** RECORDS FOR THE TASK **
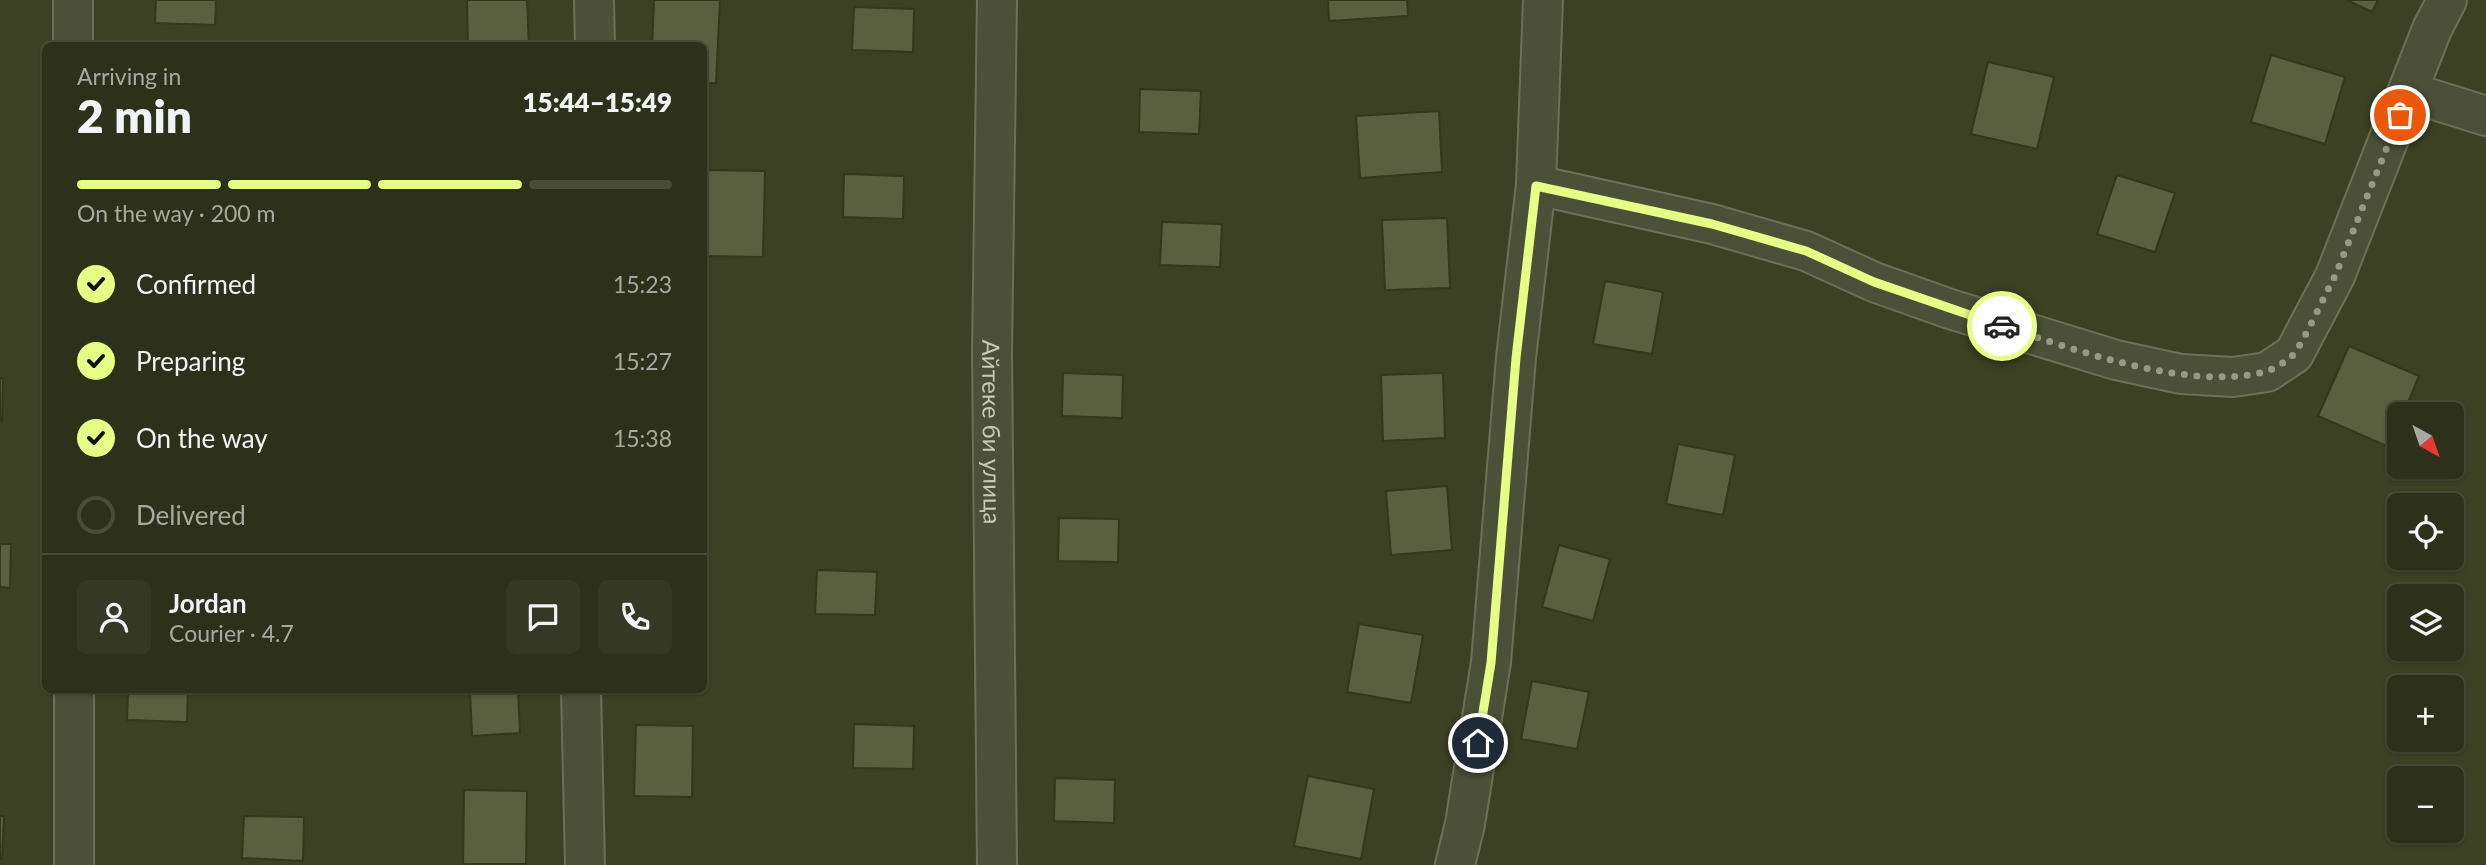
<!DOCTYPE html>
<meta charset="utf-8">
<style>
:root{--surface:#2d311a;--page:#353923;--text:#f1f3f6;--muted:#a7a9a2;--line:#484c39;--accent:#e6fe86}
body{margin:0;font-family:Lato,sans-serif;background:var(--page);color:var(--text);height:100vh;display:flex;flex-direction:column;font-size:26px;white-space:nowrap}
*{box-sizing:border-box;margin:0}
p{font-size:23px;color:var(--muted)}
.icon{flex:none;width:38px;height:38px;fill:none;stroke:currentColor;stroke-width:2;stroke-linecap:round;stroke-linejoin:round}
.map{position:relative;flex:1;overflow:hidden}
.sheet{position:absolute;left:42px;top:42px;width:665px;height:651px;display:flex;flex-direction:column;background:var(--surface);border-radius:10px;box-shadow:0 2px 5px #0004,0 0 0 2px var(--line)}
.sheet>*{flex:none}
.needle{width:46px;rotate:140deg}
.fabs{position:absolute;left:2387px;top:402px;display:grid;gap:14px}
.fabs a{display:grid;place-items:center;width:77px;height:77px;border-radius:10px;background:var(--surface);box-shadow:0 2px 5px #0004,0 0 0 2px var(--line);font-size:35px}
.pin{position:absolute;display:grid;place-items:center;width:60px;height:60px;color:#fff;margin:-30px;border:4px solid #fff;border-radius:50%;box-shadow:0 2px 7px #0007}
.courier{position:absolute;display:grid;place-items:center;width:70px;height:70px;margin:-35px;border:5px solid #e6fe86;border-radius:50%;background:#fff;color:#222;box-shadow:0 2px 9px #0007}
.summary em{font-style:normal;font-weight:800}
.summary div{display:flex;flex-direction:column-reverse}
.summary{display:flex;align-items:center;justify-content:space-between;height:119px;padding:0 35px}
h1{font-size:46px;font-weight:800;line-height:52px}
.bar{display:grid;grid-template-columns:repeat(4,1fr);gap:10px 7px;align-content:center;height:84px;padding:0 35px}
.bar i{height:9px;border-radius:5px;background:var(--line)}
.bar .selected{background:var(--accent)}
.bar p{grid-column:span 4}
.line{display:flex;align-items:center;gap:18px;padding:0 35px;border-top:2px solid var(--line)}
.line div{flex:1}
.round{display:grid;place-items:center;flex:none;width:74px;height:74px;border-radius:10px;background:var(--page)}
ol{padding:0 35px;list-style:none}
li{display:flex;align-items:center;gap:21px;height:77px}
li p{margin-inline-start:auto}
li .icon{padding:7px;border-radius:50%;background:var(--accent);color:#111;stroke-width:4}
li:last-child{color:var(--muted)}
li i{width:38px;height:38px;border:4px solid var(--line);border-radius:50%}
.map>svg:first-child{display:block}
.building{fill:#5a603f;stroke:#33371e;stroke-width:2}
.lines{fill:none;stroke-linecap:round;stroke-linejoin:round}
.minor-casing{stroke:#6c7058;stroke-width:42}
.minor{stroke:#4c5038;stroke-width:38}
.done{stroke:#969b81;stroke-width:7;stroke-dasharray:0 12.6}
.route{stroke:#e6fe86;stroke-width:9}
.labels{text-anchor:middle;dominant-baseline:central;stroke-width:7;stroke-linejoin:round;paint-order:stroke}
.street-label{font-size:24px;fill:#c6cbb4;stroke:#31351c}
</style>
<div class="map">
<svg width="2486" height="865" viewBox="0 0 2486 865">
<rect width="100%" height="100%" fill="#3c4123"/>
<g class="building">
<path d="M 156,0 L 216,0 L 215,25 L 155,23 Z"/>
<path d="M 467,0 L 527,0 L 529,46 L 468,46 Z"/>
<path d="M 654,0 L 720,0 L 716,83 L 704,83 L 704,46 L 652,46 Z"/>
<path d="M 1328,0 L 1407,0 L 1408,16 L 1329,21 Z"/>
<path d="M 2347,0 L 2378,0 L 2372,12 Z"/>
<path d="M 854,7 L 914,9 L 913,52 L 852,50 Z"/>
<path d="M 2271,55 L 2345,77 L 2325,144 L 2251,122 Z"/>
<path d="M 1988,62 L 2054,77 L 2037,149 L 1971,134 Z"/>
<path d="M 1140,89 L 1201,91 L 1199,134 L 1139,132 Z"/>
<path d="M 1439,111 L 1442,172 L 1360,178 L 1356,116 Z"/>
<path d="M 704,170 L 765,171 L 763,257 L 704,256 Z"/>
<path d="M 844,174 L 904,176 L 903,219 L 843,217 Z"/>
<path d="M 2117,175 L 2175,193 L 2155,252 L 2097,234 Z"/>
<path d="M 1447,218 L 1450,288 L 1385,290 L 1382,220 Z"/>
<path d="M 1162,222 L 1222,224 L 1220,267 L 1160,265 Z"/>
<path d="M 1605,281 L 1663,292 L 1652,354 L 1593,344 Z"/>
<path d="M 2349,346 L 2419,376 L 2403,415 L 2399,415 L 2399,422 L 2389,447 L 2318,416 Z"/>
<path d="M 1063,373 L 1123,375 L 1122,418 L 1062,416 Z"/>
<path d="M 1443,373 L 1445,438 L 1383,441 L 1381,375 Z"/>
<path d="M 0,378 L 3,378 L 2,422 L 0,421 Z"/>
<path d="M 1678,444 L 1735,455 L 1723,515 L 1666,504 Z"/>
<path d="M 1447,486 L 1452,550 L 1391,555 L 1386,491 Z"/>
<path d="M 1059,518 L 1119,519 L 1118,562 L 1058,561 Z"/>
<path d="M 0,544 L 11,544 L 10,588 L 0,587 Z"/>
<path d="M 1559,545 L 1610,559 L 1593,621 L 1542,607 Z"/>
<path d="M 817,570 L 877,572 L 875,615 L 815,614 Z"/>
<path d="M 1359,624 L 1423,635 L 1411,703 L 1347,692 Z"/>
<path d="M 1532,681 L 1589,692 L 1577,749 L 1521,739 Z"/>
<path d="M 128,690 L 188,690 L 187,722 L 127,720 Z"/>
<path d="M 470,690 L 518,690 L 520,733 L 472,736 Z"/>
<path d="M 854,724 L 914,726 L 913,769 L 853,768 Z"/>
<path d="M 636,725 L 693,726 L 692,797 L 634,796 Z"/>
<path d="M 1308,776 L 1374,789 L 1361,859 L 1294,846 Z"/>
<path d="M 1055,778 L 1115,780 L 1114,823 L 1054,821 Z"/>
<path d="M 464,790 L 527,791 L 526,864 L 463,864 Z"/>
<path d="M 0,816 L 4,816 L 2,859 L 0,859 Z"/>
<path d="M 244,816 L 304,817 L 303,861 L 242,858 Z"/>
</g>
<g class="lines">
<defs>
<g id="minor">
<path d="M 73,0 L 73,46"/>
<path d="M 594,0 L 595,46"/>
<path id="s1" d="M 997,0 L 992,353 L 997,865"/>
<path d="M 2409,92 L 2486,116"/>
<path d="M 1536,185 L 1712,224 L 1806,251 L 1874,282 L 1950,309 L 2116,360 L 2181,374 L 2233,377 L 2267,372 L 2294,354 L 2335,276 L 2432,29 L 2447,0"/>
<path d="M 74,690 L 74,865"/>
<path d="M 581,690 L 585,865"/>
<path d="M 1455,865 L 1465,824 L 1491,662 L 1516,358 L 1536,185 L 1543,0"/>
</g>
</defs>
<use href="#minor" class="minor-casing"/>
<use href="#minor" class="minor"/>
</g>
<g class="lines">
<path class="done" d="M 2002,326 C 2076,350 2187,391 2264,372 C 2273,370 2285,362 2292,356 C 2301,348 2327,290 2335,276 L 2400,115"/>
<path class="route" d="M 1478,743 L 1491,663 L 1516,358 L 1536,186 L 1712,224 L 1806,251 L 1874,282 L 2002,326"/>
</g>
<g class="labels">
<g class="street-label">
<text stroke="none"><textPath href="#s1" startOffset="432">Айтеке би улица</textPath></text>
</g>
</g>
</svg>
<div class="fabs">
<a><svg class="needle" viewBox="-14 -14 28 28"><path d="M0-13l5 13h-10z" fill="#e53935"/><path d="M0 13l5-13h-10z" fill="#a7a9a2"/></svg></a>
<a><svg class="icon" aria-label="locate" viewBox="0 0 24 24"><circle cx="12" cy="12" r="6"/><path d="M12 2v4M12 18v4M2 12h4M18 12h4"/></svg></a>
<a><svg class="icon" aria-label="layers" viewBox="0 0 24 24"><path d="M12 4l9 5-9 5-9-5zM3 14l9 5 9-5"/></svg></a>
<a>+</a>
<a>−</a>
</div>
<div class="pin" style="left:2400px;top:115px;background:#ea580c"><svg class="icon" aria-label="bag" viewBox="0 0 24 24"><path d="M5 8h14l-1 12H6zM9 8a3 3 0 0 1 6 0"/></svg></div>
<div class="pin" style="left:1478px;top:743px;background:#1f2937"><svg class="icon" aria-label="home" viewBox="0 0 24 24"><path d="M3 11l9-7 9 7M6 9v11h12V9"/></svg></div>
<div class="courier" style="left:2002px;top:326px"><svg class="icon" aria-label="car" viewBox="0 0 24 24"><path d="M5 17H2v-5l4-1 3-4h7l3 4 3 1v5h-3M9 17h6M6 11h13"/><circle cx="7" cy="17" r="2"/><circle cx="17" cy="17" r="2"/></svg></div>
<section class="sheet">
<div class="summary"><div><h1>2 min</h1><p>Arriving in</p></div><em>15:44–15:49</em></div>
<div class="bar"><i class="selected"></i><i class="selected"></i><i class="selected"></i><i></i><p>On the way · 200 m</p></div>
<ol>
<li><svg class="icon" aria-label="check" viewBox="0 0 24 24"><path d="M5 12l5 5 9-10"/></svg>Confirmed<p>15:23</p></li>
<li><svg class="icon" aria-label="check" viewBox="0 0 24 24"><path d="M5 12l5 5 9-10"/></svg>Preparing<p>15:27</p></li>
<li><svg class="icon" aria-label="check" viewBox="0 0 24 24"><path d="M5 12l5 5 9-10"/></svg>On the way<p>15:38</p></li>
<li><i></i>Delivered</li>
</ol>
<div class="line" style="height:126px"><a class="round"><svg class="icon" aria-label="person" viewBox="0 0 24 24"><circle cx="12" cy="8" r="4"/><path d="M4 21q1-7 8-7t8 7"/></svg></a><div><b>Jordan</b><p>Courier · 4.7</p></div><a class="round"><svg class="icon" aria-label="chat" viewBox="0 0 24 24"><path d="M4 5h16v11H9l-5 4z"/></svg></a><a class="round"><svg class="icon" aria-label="phone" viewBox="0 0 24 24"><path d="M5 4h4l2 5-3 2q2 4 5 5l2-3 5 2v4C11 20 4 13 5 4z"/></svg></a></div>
</section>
</div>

** TASK ITEM **
Where the string "direction" appears in a line of the listing, copy that line.

** EXERCISE ANSWER **
body{margin:0;font-family:Lato,sans-serif;background:var(--page);color:var(--text);height:100vh;display:flex;flex-direction:column;font-size:26px;white-space:nowrap}
.sheet{position:absolute;left:42px;top:42px;width:665px;height:651px;display:flex;flex-direction:column;background:var(--surface);border-radius:10px;box-shadow:0 2px 5px #0004,0 0 0 2px var(--line)}
.summary div{display:flex;flex-direction:column-reverse}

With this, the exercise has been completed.